> [WHAT IS REQUIRED] What lines of the data below hold the string "Fourques"? Copy each one out.

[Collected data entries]

BEGIN

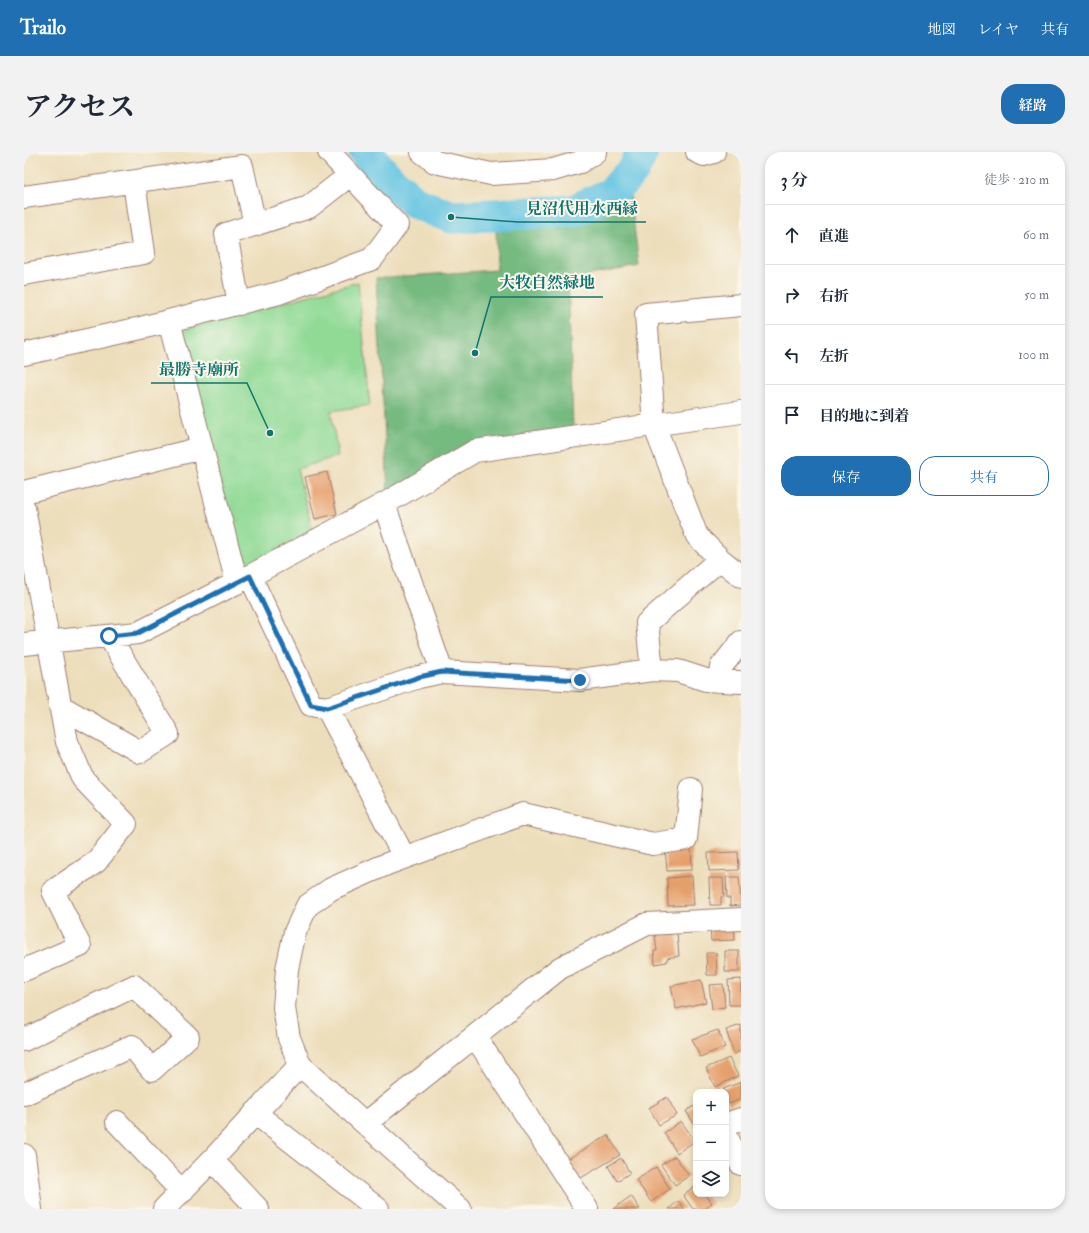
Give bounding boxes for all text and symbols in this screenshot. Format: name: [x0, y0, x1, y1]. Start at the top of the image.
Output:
text: Trailo: [20, 16, 66, 40]
text: 地図: [928, 21, 956, 38]
text: レイヤ: [978, 21, 1019, 38]
text: 共有: [1041, 21, 1069, 38]
button: 経路: [1001, 84, 1065, 124]
text: アクセス: [24, 90, 135, 125]
text: 3 分: [781, 170, 808, 191]
text: 徒歩 · 210 m: [984, 172, 1049, 188]
callout: 見沼代用水西縁: [518, 194, 646, 222]
text: 見沼代用水西縁: [526, 199, 638, 219]
icon: ahead: [781, 224, 803, 246]
text: 直進: [819, 227, 849, 246]
text: 60 m: [1023, 227, 1049, 243]
callout: 大牧自然緑地: [491, 269, 603, 297]
text: 大牧自然緑地: [499, 273, 595, 293]
icon: right: [781, 284, 803, 306]
text: 右折: [819, 287, 849, 306]
text: 50 m: [1024, 287, 1049, 303]
icon: left: [781, 344, 803, 366]
text: 左折: [819, 347, 849, 366]
text: 100 m: [1018, 347, 1049, 363]
callout: 最勝寺廟所: [151, 355, 247, 383]
text: 最勝寺廟所: [159, 360, 239, 380]
icon: arrive: [781, 404, 803, 426]
text: 目的地に到着: [819, 407, 909, 426]
button: 保存: [781, 456, 911, 496]
button: 共有: [919, 456, 1049, 496]
route start: [100, 627, 118, 645]
route end: [571, 671, 589, 689]
map controls: [693, 1089, 729, 1197]
button: +: [693, 1089, 729, 1125]
button: −: [693, 1125, 729, 1161]
button: layers: [693, 1161, 729, 1197]

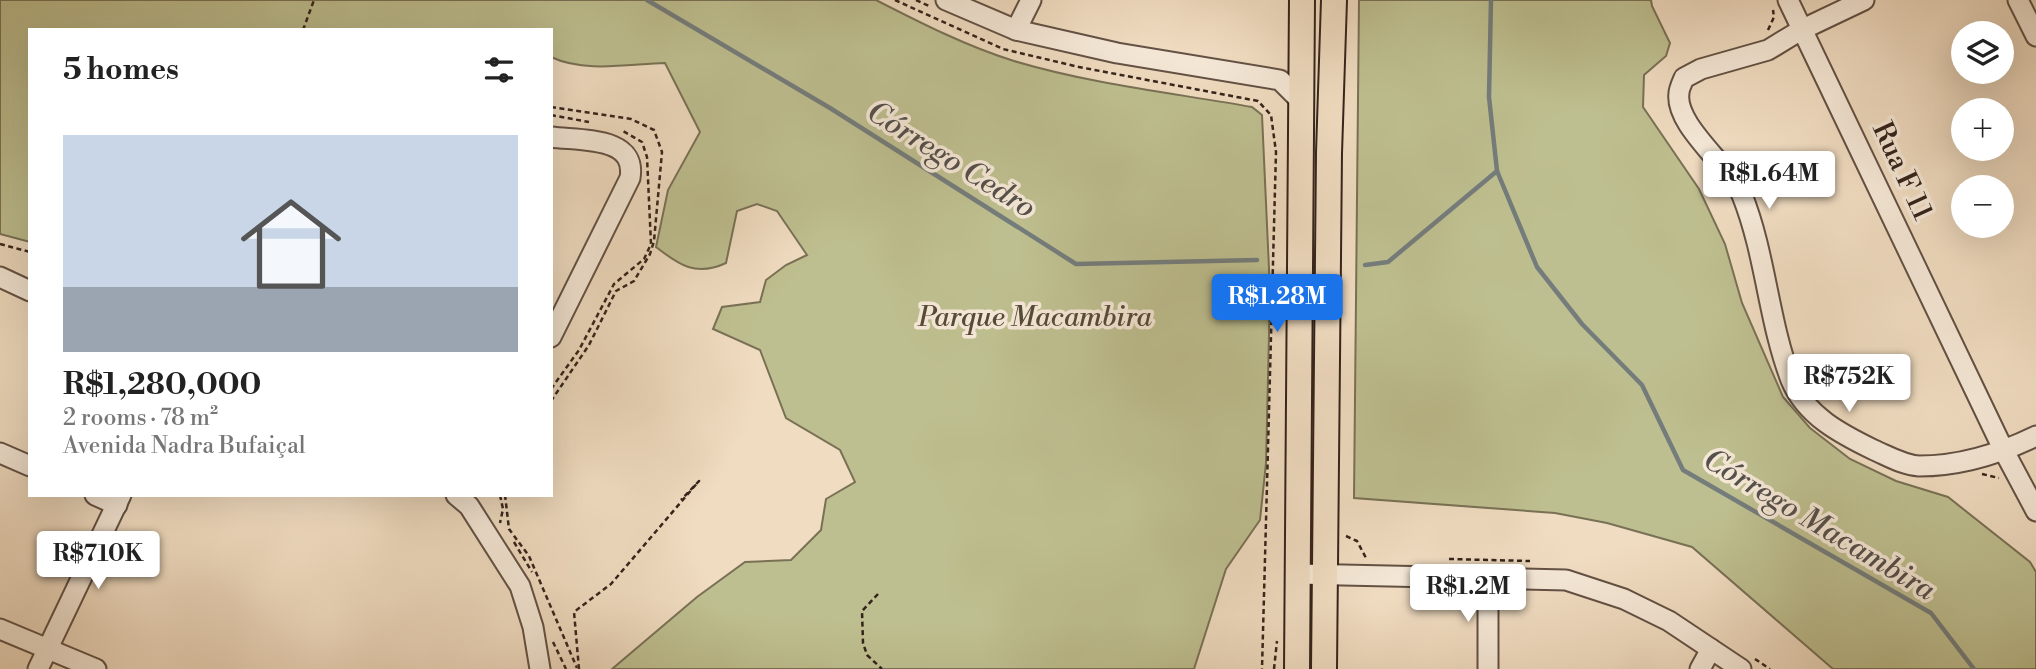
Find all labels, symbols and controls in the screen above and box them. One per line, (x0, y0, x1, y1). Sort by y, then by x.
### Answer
map controls (1951, 21, 2014, 238)
button: layers (1951, 21, 2014, 84)
text: 5 homes (63, 51, 179, 89)
icon: filters (480, 51, 518, 89)
water label: Córrego Cedro (860, 93, 1042, 227)
button: + (1951, 98, 2014, 161)
street label: Rua F 11 (1864, 116, 1940, 226)
pin: R$1.64M (1704, 152, 1834, 211)
text: R$1.64M (1719, 160, 1819, 188)
button: − (1951, 175, 2014, 238)
icon: home (228, 181, 354, 307)
pin: R$1.28M (1212, 274, 1342, 334)
text: R$1.28M (1228, 283, 1326, 311)
park label: Parque Macambira (917, 300, 1152, 335)
pin: R$752K (1792, 354, 1906, 414)
text: R$752K (1804, 363, 1895, 391)
text: R$1,280,000 (63, 366, 261, 404)
text: 2 rooms · 78 m² (63, 404, 218, 432)
text: Avenida Nadra Bufaiçal (63, 432, 306, 460)
water label: Córrego Macambira (1696, 441, 1942, 609)
pin: R$710K (41, 532, 155, 591)
text: R$710K (53, 540, 143, 568)
pin: R$1.2M (1411, 564, 1525, 624)
text: R$1.2M (1426, 573, 1510, 601)

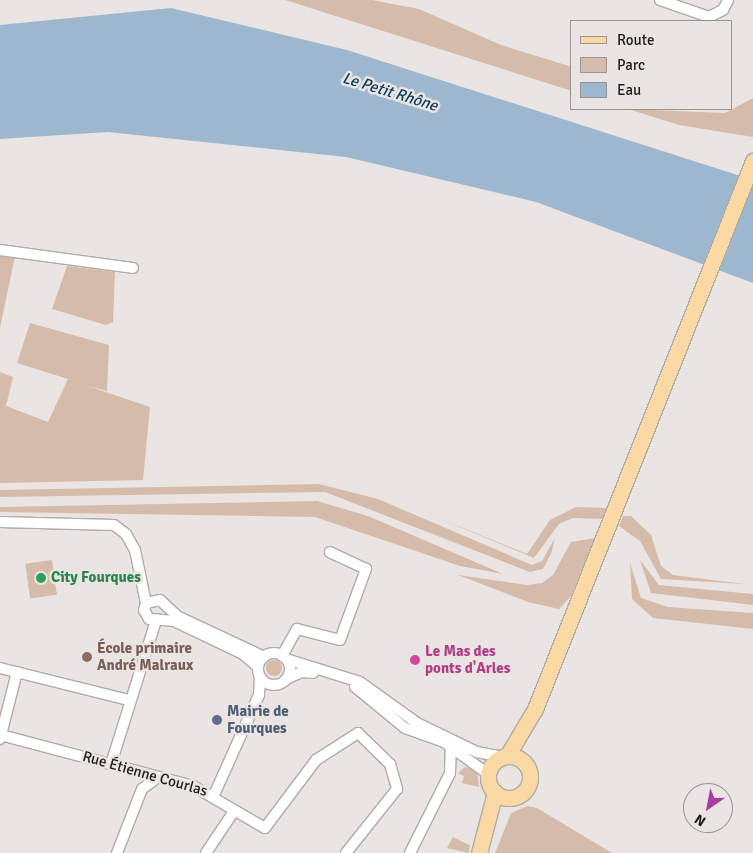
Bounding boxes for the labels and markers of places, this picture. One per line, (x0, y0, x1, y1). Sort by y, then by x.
place label: City Fourques (51, 569, 141, 587)
marker: City Fourques (35, 572, 47, 584)
place label: École primaire André Malraux (97, 639, 193, 674)
place label: Le Mas des ponts d'Arles (425, 642, 510, 677)
marker: École primaire André Malraux (81, 651, 93, 663)
marker: Le Mas des ponts d'Arles (409, 654, 421, 666)
place label: Mairie de Fourques (227, 702, 289, 737)
marker: Mairie de Fourques (211, 714, 223, 726)

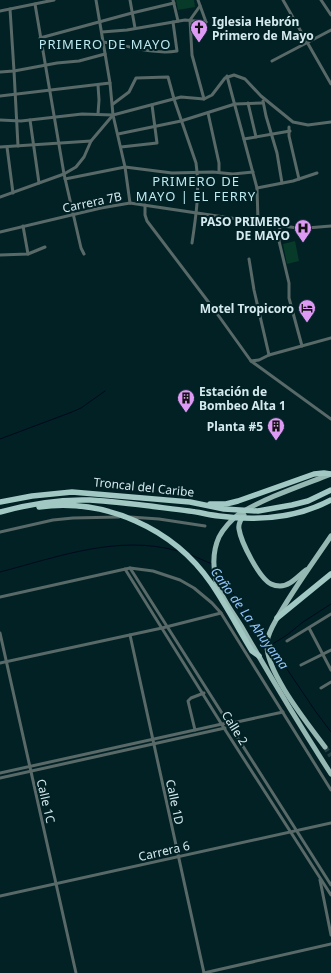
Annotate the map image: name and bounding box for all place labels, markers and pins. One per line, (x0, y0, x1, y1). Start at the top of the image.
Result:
place label: Iglesia Hebrón Primero de Mayo (212, 13, 314, 44)
church icon: Iglesia Hebrón Primero de Mayo (189, 18, 209, 43)
place label: PASO PRIMERO DE MAYO (200, 213, 290, 244)
hospital icon: PASO PRIMERO DE MAYO (293, 218, 313, 243)
hotel icon: Motel Tropicoro (297, 298, 317, 323)
place label: Motel Tropicoro (200, 300, 294, 317)
place label: Estación de Bombeo Alta 1 (199, 383, 286, 414)
building icon: Estación de Bombeo Alta 1 (176, 388, 196, 413)
building icon: Planta #5 (266, 416, 286, 441)
place label: Planta #5 (207, 418, 263, 435)

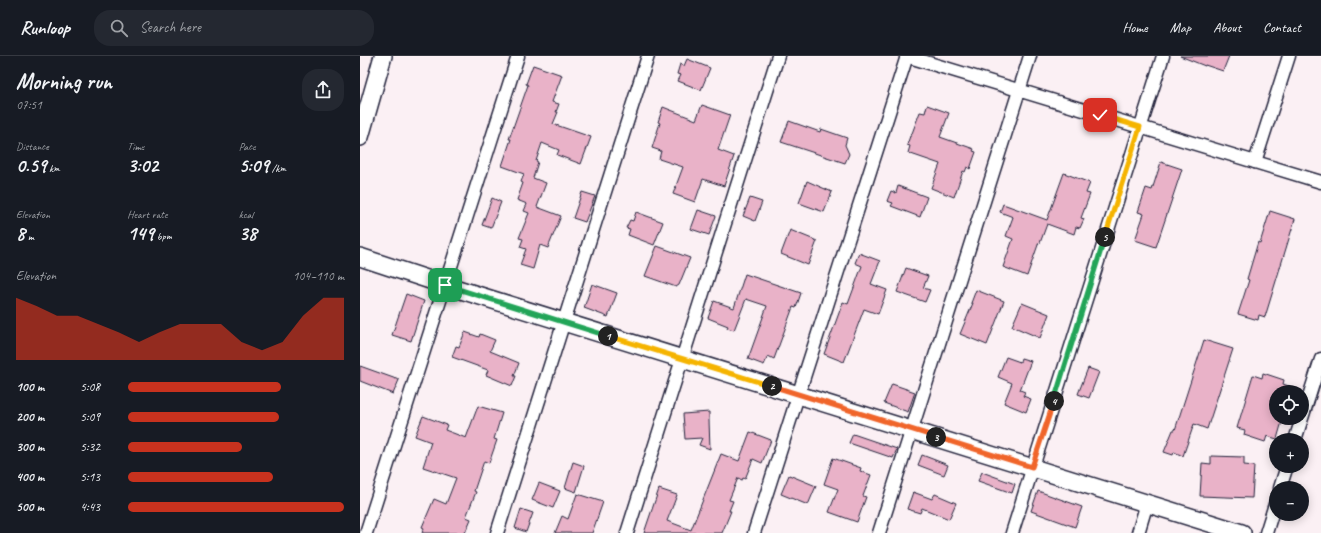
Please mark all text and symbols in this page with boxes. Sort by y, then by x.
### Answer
search box [94,10,374,46]
text: Runloop [20,16,70,40]
icon: search [108,17,130,39]
text: Search here [140,18,201,37]
text: Home [1122,19,1148,36]
text: Map [1170,19,1191,36]
text: About [1213,19,1241,36]
text: Contact [1263,19,1301,36]
text: Morning run [16,68,112,96]
button: share [302,69,344,111]
text: 07:51 [16,97,42,113]
pin [1083,98,1117,132]
icon: check [1089,104,1111,126]
text: Distance [16,139,49,153]
text: Time [127,139,144,153]
text: Pace [239,139,256,153]
text: 0.59 [16,153,46,178]
text: 3:02 [127,153,158,178]
text: 5:09 [239,153,269,178]
text: km [46,161,60,175]
text: /km [269,161,286,175]
text: Elevation [16,207,50,221]
text: Heart rate [127,207,167,221]
text: kcal [239,207,253,221]
text: 8 [16,221,25,246]
text: 149 [127,221,154,246]
text: 38 [239,221,257,246]
pin: 5 [1095,227,1115,247]
text: m [25,229,34,243]
text: bpm [154,229,172,243]
text: 5 [1103,230,1107,244]
text: Elevation [16,268,56,284]
text: 104–110 m [293,268,344,284]
pin [428,268,462,302]
icon: arrive [434,274,456,296]
pin: 1 [598,326,618,346]
text: 1 [606,329,610,343]
pin: 2 [762,376,782,396]
text: 100 m [16,379,44,395]
text: 5:08 [80,379,100,395]
text: 2 [770,379,774,393]
map controls [1269,385,1309,521]
button: locate [1269,385,1309,425]
pin: 4 [1044,391,1064,411]
text: 4 [1052,394,1056,408]
text: 200 m [16,409,44,425]
text: 5:09 [80,409,100,425]
pin: 3 [926,427,946,447]
text: 3 [934,430,938,444]
button: + [1269,433,1309,473]
text: 300 m [16,439,44,455]
text: 5:32 [80,439,100,455]
text: 400 m [16,469,44,485]
text: 5:13 [80,469,100,485]
button: − [1269,481,1309,521]
text: 500 m [16,499,44,515]
text: 4:43 [80,499,100,515]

END

> [RESULT OF THE TASK]
place label: City Fourques (51, 569, 141, 587)
marker: City Fourques (35, 572, 47, 584)
place label: Mairie de Fourques (227, 702, 289, 737)
marker: Mairie de Fourques (211, 714, 223, 726)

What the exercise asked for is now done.